On Friday, October 24, I spoke to the Sacramento Federalist Society about the interplay between Gridlock and Executive Power. I was warmly introduced by Paul Beard of the Pacific Legal Foundation. Thank you to everyone in Sacramento, including chapter President Ashlee Titus, for making the event a great one.
One of the themes that Joan Biskupic’s book highlights well is how the more senior Justices perceive the newest two members–Justices Sotomayor and Kagan. In lighthearted remarks at Yale Law School that veered into insight, Justices Thomas, Alito, and Sotomayor shed some light on how the Justices perceive the latter.
First, Justice Sotomayor explained that she was unable to keep a beat and dance, and started taking salsa lessons when she was 50. You may recall that at the end of her first term, she asked all of the Justices to dance salsa with her. This didn’t go over so well. But at the end of her remarks she had a very witty quip.
“I can’t keep a beat to save my life. I totally cannot keep a beat to save my life. But I have a facility that some of my colleagues find very strange. I can follow.”

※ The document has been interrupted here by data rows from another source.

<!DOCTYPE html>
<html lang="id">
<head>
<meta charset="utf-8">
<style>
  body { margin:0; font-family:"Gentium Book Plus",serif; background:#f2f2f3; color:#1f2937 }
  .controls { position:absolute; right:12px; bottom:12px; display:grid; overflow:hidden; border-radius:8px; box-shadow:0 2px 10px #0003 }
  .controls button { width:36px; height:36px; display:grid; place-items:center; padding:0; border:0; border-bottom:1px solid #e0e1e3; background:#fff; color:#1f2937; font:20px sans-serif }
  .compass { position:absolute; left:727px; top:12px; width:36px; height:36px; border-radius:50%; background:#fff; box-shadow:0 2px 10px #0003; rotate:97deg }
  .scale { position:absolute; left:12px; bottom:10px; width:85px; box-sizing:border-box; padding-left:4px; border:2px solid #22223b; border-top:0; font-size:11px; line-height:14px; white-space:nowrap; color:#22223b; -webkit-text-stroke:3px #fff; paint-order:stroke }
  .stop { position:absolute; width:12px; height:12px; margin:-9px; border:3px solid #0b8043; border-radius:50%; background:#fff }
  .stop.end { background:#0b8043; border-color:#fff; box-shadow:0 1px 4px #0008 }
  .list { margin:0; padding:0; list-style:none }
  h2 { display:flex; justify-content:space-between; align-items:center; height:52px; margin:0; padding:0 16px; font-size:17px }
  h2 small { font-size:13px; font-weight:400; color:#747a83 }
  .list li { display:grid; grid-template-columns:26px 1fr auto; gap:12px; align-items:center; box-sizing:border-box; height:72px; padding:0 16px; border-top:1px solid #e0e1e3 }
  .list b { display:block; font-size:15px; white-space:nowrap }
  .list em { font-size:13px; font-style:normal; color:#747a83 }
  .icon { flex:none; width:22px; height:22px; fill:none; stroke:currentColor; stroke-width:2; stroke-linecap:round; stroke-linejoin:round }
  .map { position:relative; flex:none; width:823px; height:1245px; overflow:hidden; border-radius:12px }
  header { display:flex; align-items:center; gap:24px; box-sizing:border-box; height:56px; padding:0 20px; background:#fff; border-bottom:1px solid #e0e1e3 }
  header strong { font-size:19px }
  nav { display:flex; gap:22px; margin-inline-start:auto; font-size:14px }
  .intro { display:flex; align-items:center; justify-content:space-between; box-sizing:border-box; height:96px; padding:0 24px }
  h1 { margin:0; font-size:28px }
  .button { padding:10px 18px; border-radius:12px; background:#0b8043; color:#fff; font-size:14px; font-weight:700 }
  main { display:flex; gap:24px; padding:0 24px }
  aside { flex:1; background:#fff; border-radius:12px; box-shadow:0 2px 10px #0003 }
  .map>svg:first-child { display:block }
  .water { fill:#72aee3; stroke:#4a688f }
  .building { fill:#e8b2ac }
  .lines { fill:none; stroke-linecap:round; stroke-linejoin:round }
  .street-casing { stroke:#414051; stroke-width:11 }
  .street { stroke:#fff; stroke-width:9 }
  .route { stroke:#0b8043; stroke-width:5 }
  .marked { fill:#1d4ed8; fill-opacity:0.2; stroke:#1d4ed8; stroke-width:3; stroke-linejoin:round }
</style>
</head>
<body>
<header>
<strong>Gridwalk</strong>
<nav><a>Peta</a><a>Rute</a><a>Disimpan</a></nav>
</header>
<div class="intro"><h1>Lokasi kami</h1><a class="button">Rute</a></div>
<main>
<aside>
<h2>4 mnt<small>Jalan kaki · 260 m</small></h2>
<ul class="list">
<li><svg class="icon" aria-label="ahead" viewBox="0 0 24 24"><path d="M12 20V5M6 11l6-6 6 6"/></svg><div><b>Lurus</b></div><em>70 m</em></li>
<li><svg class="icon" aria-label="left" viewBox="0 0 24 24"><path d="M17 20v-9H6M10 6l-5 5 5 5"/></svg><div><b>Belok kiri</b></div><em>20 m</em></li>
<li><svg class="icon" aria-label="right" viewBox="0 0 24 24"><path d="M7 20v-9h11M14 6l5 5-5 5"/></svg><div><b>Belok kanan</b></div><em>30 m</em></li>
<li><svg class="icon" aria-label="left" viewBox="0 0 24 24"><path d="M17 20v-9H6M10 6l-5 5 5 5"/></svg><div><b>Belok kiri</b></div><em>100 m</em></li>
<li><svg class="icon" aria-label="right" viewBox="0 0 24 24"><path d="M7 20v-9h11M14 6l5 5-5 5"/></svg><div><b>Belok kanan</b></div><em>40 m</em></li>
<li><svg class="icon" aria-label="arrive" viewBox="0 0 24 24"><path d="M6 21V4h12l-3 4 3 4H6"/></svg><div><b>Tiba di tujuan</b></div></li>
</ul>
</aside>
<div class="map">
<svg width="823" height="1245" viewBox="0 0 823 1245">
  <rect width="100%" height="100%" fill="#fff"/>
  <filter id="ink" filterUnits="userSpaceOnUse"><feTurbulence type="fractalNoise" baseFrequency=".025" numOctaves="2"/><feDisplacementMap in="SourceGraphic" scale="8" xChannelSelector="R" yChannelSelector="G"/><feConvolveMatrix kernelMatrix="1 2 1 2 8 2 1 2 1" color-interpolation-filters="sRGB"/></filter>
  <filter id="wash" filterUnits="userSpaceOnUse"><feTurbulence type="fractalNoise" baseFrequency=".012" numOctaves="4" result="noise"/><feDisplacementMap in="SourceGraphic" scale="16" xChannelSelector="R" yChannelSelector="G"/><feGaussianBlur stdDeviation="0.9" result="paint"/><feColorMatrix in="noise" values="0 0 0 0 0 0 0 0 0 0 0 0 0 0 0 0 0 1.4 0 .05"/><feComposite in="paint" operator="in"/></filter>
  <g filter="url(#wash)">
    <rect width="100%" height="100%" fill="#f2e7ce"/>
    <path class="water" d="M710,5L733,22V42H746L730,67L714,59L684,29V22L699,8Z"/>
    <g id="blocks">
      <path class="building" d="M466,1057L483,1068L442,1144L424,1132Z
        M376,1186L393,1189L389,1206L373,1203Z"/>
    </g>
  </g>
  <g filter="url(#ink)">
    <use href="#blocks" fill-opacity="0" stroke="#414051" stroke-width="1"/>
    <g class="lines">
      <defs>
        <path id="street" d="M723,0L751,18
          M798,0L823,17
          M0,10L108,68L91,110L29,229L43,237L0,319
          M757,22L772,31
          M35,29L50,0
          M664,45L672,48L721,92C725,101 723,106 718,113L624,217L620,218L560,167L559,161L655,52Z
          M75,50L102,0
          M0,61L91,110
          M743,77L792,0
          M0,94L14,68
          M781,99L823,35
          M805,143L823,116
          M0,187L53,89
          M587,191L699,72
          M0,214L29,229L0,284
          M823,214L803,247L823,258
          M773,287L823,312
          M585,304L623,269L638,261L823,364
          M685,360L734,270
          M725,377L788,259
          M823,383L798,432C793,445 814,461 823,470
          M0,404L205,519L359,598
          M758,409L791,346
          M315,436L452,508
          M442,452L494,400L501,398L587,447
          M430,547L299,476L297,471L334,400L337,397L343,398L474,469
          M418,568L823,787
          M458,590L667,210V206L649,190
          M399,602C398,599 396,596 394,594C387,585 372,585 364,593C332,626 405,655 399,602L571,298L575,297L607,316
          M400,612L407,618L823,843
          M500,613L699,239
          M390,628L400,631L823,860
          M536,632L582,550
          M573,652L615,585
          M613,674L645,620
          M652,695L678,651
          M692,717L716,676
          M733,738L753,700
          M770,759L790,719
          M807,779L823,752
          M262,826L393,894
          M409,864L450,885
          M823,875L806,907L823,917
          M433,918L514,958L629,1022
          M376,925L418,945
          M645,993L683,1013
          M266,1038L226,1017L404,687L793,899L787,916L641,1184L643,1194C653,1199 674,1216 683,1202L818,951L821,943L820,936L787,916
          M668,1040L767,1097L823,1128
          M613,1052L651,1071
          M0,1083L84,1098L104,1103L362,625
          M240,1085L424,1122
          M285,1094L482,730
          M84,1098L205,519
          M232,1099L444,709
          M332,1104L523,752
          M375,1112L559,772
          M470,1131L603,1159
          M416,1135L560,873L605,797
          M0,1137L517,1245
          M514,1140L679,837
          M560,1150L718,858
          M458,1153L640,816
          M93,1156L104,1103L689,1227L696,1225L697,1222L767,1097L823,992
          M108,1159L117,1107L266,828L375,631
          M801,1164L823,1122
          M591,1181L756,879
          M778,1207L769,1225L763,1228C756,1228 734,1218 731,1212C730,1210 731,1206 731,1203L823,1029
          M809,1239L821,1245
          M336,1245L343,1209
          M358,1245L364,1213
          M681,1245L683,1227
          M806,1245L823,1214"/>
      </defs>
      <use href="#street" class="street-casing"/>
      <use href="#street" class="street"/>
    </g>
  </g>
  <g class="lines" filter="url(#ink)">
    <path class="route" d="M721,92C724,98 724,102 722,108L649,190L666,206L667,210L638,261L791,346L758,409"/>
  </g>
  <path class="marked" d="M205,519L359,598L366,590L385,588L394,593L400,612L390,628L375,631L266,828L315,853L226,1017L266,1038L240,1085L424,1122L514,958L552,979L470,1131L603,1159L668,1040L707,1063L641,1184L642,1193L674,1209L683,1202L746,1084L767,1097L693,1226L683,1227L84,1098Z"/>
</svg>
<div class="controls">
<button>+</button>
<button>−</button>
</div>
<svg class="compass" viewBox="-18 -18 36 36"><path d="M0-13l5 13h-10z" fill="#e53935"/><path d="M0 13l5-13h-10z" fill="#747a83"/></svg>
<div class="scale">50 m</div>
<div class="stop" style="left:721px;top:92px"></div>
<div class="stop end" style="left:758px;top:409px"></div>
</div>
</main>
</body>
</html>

Justice Thomas interjected, with his booming laughter, “That’s good.”
Justice Alito, with perhaps the best line of the night, said, “It’s a revelation to know that Sonia likes to follow. I think we are going to start dancing in the conference room.”
Second, Justice Alito was asked to describe traits he admires about Justice Sotomayor. Again, his answer in a whimsical fashion veered back to her strong views.
SA: These are traits i admire. Sonia is very independent. She is very, very, very thorough in her preparation, not only on the merits cases, but on the hundreds of cert petitions that we discuss every term. She is very strong in her views. She doesn’t give up on the rest of us. [CT is chuckling] Even when she sees we are going off, the majority is going off in the wrong direction, she throws up her hands up and says, “what can I do.” She has hope that she can convince us. She makes good arguments. Sometimes she succeeds.
Justice Sotomayor remarked, “I’ve been called incessantly optimistic.”
Again, with his booming laughter, Justice Thomas pipes up: “Goodness she never gives up.” Mimicking Sotomayor, he says, “Just relist that, I’m sure I can get one of you.” I can imagine that is a common occurrence at conference–and could be a contributing factor to the new relist policy.
Third, all of the Justices were asked what their greatest strengths and weaknesses were. Justice Sotomayor admitted that her greatest weakness was that she gets “oblivious” to the world around her during arguments. Though, she suggested that she is trying to get better.
When I’m involved in an argument I become oblivious to the world around me. And I’m just trained in on the person who I am engaging with. I am seeking an answer. To some it seems I am being combative when I really just searching for an answer. And that has held me in bad stead. And I think it still does. And I try harder as each year passes to correct some of that.
I’m working on a project that counts the number of times a Justice interrupts another Justice from 2010-2014. I may be able to provide metrics to the progress.
Finally, as a way to remind us that “race matters” (in case we didn’t get the picture from reading her Schuette dissent), Justice Sotomayor provides a hierarchy of Latin American dance skills.
SS: Among Hispanic men, the best dancers in terms of keeping a beat are Dominicans. The worst are Cubans because they take little steps.
CT: That’s profiling
SS: It is. But it proves itself right a lot. Cubans have these very tight little steps. I can never dance with a cubans. Puerto Ricans I can dance with too.
CT: You are going to be in trouble with the Cubans.
SS: I know.
You see, race does matter! Though any effort to rearrange dance cards in the middle of a party may run afoul of the political process theory.
(All of these are my own transcriptions–there was no transcript I could find–so all errors are my own).